Way to make me have to rethink my whole post, Alice Hoffman.

The short(ish) version, for those who haven’t followed teh dramaz over the last few days:  Roberta Silman published her review of Hoffman’s newest book, The Story Sisters, in the Boston Sunday Globe last weekend.  It wasn’t a ringing endorsement by any means, pointing out what Silman felt were serious flaws in both the writing and the book’s major plot points.  It’s not a mean-spirited review — Silman mentions up front that she’s enjoyed Hoffman’s writing in the past, and this book failed to live up to its predecessors.  That’s not cruel; it’s honest.  Silman expects better from this writer.

Alice Hoffman, however, didn’t see it that way.  She fired off 27 rather angry tweets, (“Roberta Silman in the Boston Globe is a moron. How do some people get to review books? And give the plot away.”), and supplying her phone number and e-mail address to her followers, requesting that they let her know what they think of “snarky critics”.  (Hoffman’s twitter account has been deleted, but you can see some of the now-infamous tweets screencapped over at Gawker.)

After ye olde interwebs finished their analysis of the event, Hoffman issued an “apology” via The Christian Science Monitor:

I feel this whole situation has been completely blown out of proportion. Of course I was dismayed by Roberta Silman’s review which gave away the plot of the novel, and in the heat of the moment I responded strongly and I wish I hadn’t. I’m sorry if I offended anyone. Reviewers are entitled to their opinions and that’s the name of the game in publishing. I hope my readers understand that I didn’t mean to hurt anyone and I’m truly sorry if I did.

It’s the “ifs” in there that make the apology mean exactly nothing.  “If I offended anyone.”  “…if I did.”  So close, yet so far.  In addition to the ifs, the suggestion that the situation has been blown out of proportion comes off as scolding rather than being truly contrite. There’s also an attempt at self-justification in there (“Silman gave away the plot.”)  That doesn’t make posting her phone number okay.  Yes, Silman’s review depended heavily on a recap of the book’s events, but honestly, I didn’t see anything that screamed, oh, I dunno, Snape kills Dumbledore! (And you know what? “Snape kills Dumbledore” still doesn’t give everything away.)

Agent Kristin Nelson nails it:

Uh, authors don’t do this. A reviewer is entitled to his or her opinion (hence, the point of reviews).

If you don’t like a review, you don’t like it. Move on. Trust me, mea culpas are not a position of strength. Regardless of whether you are justified or not, this does not put you, the author, in a positive light.

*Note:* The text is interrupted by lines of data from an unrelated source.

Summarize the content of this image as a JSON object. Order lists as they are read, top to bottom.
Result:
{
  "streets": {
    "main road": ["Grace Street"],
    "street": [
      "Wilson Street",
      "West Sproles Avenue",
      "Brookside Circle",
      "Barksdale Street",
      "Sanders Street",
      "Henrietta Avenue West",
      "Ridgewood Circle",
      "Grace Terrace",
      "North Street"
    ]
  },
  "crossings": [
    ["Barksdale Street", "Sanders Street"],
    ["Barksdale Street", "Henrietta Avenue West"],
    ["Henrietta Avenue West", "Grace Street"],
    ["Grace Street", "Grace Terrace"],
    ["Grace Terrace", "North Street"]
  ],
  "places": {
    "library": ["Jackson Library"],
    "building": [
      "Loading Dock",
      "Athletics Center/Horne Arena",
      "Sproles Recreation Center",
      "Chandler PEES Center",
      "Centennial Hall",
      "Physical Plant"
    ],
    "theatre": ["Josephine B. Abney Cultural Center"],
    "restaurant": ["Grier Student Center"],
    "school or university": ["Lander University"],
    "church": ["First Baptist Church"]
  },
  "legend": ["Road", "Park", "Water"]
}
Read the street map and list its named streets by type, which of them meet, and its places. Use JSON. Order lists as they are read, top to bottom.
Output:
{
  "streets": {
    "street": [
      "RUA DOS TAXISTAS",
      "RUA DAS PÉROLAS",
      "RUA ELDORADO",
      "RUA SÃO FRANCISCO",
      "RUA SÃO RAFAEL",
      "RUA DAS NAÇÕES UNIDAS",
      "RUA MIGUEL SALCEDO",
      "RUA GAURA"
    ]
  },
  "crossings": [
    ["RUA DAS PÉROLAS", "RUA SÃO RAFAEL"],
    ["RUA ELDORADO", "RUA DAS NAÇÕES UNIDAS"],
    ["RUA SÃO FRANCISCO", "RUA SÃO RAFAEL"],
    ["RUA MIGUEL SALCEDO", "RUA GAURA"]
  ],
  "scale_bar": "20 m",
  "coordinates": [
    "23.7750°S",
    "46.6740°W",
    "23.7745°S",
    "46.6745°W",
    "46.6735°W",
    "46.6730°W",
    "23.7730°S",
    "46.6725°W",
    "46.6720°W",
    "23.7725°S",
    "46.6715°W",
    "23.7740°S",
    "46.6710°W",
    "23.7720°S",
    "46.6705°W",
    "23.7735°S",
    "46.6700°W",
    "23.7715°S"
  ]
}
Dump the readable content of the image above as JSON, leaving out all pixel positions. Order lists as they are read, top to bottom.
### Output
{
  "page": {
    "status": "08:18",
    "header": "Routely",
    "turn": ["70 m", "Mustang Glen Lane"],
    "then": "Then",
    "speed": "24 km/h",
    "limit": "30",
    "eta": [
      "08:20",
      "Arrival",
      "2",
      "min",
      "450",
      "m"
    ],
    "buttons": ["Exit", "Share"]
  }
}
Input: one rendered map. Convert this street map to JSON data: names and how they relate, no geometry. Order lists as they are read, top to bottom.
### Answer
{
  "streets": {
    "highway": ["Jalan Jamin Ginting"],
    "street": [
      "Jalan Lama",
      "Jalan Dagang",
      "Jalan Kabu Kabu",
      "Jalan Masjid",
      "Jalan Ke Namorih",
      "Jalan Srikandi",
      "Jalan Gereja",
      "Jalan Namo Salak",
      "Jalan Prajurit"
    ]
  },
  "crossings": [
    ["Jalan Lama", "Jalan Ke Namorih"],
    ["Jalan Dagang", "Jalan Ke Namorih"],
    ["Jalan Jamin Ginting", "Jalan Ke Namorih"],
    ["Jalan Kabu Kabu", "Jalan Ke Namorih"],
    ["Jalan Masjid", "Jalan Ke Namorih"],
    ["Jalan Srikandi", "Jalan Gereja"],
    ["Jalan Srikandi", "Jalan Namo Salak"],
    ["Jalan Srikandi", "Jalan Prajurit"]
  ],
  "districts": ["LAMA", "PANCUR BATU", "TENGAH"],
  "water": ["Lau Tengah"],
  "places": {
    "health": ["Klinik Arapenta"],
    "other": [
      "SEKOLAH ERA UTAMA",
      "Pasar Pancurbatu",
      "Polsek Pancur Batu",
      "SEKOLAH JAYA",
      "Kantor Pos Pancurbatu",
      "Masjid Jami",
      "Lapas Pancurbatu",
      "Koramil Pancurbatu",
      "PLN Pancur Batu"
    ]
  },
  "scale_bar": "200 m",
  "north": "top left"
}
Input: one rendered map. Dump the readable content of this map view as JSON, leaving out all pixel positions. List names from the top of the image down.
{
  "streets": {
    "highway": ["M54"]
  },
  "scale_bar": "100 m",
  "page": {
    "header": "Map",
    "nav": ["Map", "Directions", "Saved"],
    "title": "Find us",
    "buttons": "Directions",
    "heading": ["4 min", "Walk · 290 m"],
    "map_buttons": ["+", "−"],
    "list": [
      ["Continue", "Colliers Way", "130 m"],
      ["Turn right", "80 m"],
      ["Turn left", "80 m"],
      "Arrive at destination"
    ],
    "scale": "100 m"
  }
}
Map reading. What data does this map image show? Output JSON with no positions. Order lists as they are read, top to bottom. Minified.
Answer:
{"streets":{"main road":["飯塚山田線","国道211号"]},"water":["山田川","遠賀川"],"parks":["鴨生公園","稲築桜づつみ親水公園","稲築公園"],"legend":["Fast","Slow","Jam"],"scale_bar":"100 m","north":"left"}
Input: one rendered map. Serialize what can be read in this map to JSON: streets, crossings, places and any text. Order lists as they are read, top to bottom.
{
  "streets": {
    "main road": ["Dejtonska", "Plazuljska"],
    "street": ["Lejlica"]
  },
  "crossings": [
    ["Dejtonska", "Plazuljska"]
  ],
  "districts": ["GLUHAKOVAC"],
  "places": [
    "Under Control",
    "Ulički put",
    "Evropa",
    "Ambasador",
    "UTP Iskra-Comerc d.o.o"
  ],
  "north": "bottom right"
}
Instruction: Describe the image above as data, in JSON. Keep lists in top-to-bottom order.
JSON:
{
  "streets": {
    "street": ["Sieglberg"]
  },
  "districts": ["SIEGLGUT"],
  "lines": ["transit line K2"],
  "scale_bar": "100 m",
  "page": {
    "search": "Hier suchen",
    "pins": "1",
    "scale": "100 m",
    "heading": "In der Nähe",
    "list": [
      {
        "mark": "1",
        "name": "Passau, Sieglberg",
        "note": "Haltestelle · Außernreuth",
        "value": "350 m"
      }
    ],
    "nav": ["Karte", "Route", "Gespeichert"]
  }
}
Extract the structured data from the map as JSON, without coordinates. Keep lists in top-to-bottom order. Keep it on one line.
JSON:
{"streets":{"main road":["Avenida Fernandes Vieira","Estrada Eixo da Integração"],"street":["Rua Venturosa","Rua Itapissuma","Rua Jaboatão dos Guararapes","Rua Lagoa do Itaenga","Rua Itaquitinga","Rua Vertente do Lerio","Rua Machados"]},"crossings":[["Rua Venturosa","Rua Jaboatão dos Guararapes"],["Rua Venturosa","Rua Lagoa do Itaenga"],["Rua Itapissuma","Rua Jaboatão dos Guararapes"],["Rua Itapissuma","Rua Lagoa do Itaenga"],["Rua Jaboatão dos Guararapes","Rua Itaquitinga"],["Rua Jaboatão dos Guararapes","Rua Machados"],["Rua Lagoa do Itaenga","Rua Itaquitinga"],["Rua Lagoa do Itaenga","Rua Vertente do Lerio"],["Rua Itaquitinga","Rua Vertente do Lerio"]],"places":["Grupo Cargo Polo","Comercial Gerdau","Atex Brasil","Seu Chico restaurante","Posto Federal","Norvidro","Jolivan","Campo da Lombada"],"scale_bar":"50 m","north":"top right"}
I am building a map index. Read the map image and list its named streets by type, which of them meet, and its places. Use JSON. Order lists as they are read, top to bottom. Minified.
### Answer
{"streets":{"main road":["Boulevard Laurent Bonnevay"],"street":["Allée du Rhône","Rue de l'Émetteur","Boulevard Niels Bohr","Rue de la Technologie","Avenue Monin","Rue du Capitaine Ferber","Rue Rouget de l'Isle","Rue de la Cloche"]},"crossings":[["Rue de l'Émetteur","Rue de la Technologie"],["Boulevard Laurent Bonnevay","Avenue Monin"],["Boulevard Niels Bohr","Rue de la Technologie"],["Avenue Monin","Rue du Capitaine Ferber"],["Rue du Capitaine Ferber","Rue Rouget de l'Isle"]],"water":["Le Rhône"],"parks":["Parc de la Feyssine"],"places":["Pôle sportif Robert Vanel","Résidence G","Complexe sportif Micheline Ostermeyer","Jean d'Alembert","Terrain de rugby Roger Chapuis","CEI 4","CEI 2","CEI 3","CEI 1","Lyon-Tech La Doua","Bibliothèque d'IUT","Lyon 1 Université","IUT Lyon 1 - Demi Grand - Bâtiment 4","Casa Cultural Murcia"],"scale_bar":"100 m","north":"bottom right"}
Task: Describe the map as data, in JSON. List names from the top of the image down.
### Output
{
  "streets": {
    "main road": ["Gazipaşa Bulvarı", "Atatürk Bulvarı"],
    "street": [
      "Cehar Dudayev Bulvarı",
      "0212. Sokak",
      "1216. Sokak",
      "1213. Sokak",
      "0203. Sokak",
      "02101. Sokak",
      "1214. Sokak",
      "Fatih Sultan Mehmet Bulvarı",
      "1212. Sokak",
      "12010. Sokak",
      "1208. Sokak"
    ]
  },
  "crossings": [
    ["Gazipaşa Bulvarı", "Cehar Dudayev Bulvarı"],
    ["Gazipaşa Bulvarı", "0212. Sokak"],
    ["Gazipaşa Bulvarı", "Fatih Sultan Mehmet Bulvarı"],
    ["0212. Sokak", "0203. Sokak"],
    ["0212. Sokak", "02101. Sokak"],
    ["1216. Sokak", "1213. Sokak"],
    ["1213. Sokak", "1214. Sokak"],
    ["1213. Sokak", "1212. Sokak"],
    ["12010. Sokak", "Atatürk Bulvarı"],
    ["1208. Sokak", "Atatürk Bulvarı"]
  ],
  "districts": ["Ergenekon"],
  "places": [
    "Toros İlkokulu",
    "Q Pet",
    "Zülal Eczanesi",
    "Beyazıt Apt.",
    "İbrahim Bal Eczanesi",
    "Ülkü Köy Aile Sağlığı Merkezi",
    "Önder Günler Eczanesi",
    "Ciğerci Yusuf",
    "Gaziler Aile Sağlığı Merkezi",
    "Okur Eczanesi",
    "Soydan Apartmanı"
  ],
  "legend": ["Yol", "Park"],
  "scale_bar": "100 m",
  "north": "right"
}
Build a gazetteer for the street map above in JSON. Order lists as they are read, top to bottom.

Hoffman reacted poorly, and in a public place.  Is it okay for her to be dismayed by the review? Yes, absolutely.  Is it okay for her to try to incite her twitter-followers to pick up their pitchforks and go after Silman?  No.  It makes me uncomfortable to think she believed it was okay to give out Silman’s phone number to over a thousand people, and encourage them to harrass her over a poor review.  The number she posted, by the way, was incorrect.  Good for Silman, but I have to wonder, if it was a valid phone number, if some poor uninvolved soul spent a day receiving angry sockpuppet calls and wondered what the hell was going on.

And, this just in: yet another author behaving badly.  I’ll let you read for yourselves.

My original post revolved around a newish writer over at Ficly, who posted a story that was… well.  It had a lot of flaws. Other people made the same suggestions I would have.  Some were a bit blunt, but not a one was mean.  The author responded with snark at first and eventually played the “I’m young, be nice to me” card.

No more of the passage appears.